The Patent (Amendment) Ordinance 2004 allowed parallel import of a product patented in India subject to authorisation by the patent-holder. The amended Act dispenses with this requirement. As a result, generic manufacturers can make the product in a country where it is not protected by patent and export it to India. The Act allows for issue of Compulsory Licence where the innovator is unable to ensure supply of the product at an "affordable" price. What is perceived to be affordable to the user may not be a viable price for the innovator company. If the Government is really keen to reward an innovator by granting a patent for his invention that benefits society, then it must ensure that the innovator fully enjoys the intended exclusivity for a reasonable, fixed period. An apprehension that the innovator will fleece users is totally misplaced. The patent protected product has to compete with established alternative solutions. A user will not go for it unless it offers value for money. Even where there are no established alternatives (such cases are rare though), the innovator cannot afford to break the purchasing power barrier. For any business to be economically viable, there has to be a critical mass and that cannot be attained if the price is prohibitive.

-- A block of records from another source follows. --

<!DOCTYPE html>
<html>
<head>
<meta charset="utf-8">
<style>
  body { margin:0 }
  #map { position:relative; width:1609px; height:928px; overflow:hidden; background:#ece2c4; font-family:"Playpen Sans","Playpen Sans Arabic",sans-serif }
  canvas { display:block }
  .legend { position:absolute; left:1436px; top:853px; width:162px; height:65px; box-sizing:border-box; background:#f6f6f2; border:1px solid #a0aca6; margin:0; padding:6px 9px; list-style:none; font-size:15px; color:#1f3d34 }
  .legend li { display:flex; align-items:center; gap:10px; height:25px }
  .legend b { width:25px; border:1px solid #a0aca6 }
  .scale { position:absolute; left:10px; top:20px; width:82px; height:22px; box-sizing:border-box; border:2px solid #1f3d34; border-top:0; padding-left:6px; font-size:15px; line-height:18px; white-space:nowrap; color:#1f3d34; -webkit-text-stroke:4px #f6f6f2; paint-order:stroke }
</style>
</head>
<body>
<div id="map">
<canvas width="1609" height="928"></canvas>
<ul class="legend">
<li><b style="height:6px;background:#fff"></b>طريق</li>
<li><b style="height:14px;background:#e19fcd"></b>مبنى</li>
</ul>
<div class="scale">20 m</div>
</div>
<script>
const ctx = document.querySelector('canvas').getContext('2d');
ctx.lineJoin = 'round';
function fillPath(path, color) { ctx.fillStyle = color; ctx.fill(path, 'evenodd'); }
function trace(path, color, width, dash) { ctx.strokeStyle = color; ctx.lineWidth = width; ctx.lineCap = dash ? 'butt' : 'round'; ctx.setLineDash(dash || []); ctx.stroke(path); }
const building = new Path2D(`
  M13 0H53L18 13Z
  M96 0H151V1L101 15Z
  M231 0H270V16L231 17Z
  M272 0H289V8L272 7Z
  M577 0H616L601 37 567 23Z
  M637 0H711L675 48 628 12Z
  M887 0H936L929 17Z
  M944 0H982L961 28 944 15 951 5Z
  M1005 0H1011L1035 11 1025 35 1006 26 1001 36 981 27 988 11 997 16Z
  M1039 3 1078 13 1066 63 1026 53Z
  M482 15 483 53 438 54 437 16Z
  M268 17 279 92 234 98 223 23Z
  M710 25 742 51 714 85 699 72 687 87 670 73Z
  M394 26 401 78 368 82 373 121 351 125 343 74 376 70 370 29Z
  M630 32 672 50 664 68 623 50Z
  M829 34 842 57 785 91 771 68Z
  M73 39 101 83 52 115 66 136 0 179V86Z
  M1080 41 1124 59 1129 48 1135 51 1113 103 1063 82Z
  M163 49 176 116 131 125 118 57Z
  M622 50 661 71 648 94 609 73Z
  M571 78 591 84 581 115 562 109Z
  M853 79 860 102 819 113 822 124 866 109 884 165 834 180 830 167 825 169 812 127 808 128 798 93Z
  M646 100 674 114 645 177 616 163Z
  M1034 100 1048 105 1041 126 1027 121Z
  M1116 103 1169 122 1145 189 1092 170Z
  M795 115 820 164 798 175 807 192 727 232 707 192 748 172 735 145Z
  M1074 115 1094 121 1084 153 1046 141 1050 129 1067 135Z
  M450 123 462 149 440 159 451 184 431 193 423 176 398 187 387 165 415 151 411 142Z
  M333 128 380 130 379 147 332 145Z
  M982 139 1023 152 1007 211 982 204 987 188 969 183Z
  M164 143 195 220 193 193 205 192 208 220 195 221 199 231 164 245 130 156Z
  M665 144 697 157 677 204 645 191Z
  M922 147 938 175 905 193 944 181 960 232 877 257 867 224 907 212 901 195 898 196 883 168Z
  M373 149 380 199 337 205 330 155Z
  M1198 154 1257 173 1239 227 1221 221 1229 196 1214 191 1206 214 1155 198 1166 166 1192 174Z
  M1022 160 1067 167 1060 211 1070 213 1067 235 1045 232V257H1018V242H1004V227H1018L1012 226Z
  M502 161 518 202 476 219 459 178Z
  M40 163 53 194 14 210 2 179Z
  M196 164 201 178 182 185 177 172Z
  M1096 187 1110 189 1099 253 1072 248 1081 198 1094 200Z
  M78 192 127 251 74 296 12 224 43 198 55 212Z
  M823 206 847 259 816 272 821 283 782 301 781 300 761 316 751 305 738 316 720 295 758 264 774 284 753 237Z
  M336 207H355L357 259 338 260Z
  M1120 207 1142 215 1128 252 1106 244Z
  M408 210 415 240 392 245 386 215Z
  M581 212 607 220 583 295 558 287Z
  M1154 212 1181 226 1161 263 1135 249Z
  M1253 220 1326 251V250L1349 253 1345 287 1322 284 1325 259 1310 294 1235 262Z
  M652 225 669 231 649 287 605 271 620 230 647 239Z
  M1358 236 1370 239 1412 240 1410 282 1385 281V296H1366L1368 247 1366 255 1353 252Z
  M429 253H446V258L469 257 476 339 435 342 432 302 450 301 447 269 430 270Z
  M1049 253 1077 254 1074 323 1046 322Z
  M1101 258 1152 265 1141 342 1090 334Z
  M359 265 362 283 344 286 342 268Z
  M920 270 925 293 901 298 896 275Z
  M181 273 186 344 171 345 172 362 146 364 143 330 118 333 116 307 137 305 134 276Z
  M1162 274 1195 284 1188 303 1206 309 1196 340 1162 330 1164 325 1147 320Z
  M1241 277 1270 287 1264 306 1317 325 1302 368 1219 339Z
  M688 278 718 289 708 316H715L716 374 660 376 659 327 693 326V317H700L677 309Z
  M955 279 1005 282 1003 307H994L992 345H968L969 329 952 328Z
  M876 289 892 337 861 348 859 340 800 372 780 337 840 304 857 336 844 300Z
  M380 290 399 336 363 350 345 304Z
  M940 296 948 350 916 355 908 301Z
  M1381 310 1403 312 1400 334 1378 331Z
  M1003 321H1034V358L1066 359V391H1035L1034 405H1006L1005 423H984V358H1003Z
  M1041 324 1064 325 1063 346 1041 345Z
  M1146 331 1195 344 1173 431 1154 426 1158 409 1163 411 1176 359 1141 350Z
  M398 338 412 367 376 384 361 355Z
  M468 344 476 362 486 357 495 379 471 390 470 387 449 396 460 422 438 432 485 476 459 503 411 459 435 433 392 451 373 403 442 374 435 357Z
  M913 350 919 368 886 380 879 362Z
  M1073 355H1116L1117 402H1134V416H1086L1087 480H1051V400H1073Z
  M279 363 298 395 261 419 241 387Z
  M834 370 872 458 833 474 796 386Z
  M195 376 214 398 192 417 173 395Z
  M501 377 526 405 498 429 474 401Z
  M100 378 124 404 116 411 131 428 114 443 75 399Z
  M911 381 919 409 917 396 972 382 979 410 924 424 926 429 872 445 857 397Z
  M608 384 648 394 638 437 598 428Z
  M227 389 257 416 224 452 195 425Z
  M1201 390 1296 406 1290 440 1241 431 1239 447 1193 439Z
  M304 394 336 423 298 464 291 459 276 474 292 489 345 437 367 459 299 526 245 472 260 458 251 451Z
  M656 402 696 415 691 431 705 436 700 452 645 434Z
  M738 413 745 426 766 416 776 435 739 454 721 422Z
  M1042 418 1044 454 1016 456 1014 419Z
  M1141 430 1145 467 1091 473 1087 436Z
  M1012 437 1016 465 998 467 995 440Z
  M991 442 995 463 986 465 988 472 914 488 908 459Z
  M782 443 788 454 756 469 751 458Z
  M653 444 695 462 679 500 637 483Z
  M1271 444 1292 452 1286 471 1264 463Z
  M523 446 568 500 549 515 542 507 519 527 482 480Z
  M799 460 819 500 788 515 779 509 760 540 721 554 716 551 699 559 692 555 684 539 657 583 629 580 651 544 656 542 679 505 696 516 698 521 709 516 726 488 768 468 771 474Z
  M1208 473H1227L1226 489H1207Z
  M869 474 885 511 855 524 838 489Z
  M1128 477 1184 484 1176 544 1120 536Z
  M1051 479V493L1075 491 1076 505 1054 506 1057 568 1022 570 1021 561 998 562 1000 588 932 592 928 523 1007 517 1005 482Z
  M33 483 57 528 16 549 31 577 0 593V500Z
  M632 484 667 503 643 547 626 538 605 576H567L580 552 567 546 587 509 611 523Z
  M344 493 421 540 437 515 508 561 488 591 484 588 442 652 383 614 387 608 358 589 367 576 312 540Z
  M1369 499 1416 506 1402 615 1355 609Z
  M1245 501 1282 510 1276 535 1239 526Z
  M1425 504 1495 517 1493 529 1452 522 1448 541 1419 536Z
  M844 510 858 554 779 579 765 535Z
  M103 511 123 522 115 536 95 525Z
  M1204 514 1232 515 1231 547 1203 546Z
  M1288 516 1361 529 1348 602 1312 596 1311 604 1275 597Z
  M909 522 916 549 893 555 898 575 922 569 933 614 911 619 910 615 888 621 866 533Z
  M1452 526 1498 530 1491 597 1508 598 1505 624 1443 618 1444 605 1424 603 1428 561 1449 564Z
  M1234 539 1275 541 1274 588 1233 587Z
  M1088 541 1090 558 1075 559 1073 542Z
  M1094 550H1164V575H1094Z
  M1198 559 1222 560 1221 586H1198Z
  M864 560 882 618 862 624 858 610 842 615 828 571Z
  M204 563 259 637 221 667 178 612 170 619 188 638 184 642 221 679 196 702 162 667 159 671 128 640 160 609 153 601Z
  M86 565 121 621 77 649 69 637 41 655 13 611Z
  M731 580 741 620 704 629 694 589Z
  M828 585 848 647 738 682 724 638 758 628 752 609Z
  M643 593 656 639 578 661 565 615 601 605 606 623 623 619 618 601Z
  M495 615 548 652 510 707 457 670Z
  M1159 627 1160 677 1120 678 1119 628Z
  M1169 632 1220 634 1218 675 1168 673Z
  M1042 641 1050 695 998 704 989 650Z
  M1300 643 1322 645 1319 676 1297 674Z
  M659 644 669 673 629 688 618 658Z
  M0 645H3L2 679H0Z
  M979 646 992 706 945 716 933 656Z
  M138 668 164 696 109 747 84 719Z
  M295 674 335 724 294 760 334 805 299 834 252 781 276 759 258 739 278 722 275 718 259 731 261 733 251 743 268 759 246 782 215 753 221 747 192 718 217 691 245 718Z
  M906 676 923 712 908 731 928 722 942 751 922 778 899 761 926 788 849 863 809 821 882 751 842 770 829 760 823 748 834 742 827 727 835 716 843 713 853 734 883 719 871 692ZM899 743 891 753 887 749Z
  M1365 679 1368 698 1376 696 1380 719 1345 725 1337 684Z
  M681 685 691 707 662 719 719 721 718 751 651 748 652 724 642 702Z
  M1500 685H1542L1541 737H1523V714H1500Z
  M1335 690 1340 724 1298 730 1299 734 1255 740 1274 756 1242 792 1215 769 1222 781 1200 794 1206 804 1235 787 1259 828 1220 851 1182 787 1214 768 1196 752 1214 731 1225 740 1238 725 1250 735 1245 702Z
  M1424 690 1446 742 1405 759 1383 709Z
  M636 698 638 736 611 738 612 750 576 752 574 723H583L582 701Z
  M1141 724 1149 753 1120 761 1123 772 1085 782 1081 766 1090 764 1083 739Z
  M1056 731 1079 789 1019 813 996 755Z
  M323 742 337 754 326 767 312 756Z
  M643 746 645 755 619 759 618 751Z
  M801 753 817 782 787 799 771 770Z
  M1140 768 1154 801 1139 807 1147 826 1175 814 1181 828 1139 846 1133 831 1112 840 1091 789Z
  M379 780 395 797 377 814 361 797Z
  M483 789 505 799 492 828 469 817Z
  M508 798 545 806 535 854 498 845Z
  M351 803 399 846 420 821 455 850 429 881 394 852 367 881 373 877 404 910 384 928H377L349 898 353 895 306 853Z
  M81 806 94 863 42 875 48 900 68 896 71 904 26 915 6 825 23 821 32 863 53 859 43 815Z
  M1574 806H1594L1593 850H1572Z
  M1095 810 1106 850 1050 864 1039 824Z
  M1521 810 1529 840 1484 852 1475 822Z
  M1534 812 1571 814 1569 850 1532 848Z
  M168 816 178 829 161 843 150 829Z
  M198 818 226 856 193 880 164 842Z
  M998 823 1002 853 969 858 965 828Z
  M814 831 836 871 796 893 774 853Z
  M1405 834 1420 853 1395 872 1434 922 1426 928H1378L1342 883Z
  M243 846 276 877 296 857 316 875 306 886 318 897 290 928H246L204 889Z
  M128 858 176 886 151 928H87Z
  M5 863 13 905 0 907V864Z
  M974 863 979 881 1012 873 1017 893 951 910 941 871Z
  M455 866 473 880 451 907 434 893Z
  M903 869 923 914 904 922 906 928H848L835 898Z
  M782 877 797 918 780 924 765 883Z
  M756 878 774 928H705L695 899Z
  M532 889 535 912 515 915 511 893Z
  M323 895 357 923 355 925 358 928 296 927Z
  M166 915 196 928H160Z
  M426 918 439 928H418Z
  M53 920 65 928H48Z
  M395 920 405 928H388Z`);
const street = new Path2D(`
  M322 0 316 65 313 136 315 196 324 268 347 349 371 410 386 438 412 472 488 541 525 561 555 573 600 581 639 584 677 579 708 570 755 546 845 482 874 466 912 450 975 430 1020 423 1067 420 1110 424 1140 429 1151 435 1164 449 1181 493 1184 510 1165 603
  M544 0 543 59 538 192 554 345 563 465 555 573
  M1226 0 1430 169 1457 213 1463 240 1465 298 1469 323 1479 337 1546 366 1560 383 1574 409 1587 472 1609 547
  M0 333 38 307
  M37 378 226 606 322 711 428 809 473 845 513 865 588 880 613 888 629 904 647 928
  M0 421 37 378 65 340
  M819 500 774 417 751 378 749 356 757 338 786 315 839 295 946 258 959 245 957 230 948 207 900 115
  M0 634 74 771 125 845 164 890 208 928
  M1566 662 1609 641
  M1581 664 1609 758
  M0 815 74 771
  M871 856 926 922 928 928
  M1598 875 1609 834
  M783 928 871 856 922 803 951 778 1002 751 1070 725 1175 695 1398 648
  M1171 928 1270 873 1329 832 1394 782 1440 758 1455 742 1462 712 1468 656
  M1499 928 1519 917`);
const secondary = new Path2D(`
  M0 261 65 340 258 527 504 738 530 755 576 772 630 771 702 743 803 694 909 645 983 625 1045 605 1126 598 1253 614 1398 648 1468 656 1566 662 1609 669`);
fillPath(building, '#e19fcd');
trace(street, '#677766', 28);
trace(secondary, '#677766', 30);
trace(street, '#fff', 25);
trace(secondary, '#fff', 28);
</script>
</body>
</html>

Prices fall after exclusivity
Even so, the initial high price rules only during the period of effective patent protection. Thereafter, the price falls dramatically (in some cases by as much as 95 per cent) and the product is available for public use at a throwaway price. There may be patients who cannot afford high cost of a new drug. However, this is a much larger issue of social welfare, and needs to be addressed through other means in a totally different forum. Globally, the returns on investment in R&D have declined sharply even as the cost of discovery and development continues to escalate. On top of this, if in the zeal to make new discoveries available to users at the generic price from day one, the milieu for protection of intellectual property is made adverse, the benefits of science and technology will be denied to the public forever. Innovations hold the key to not only solving health problems of humans and plants but also to achieving rapid economic development and making Indian agriculture and industry competitive in the global arena. In this backdrop, there is an urgent need to take a re-look at the Indian Patent Act, 2005 to remove the anomalies in its various provisions and ensure effective implementation. This will inspire Indian companies to adopt R&D as a model for growth and encourage MNCs to set up R&D bases in India. (The author is Resident Director, CropLife India, New Delhi. The views are personal.)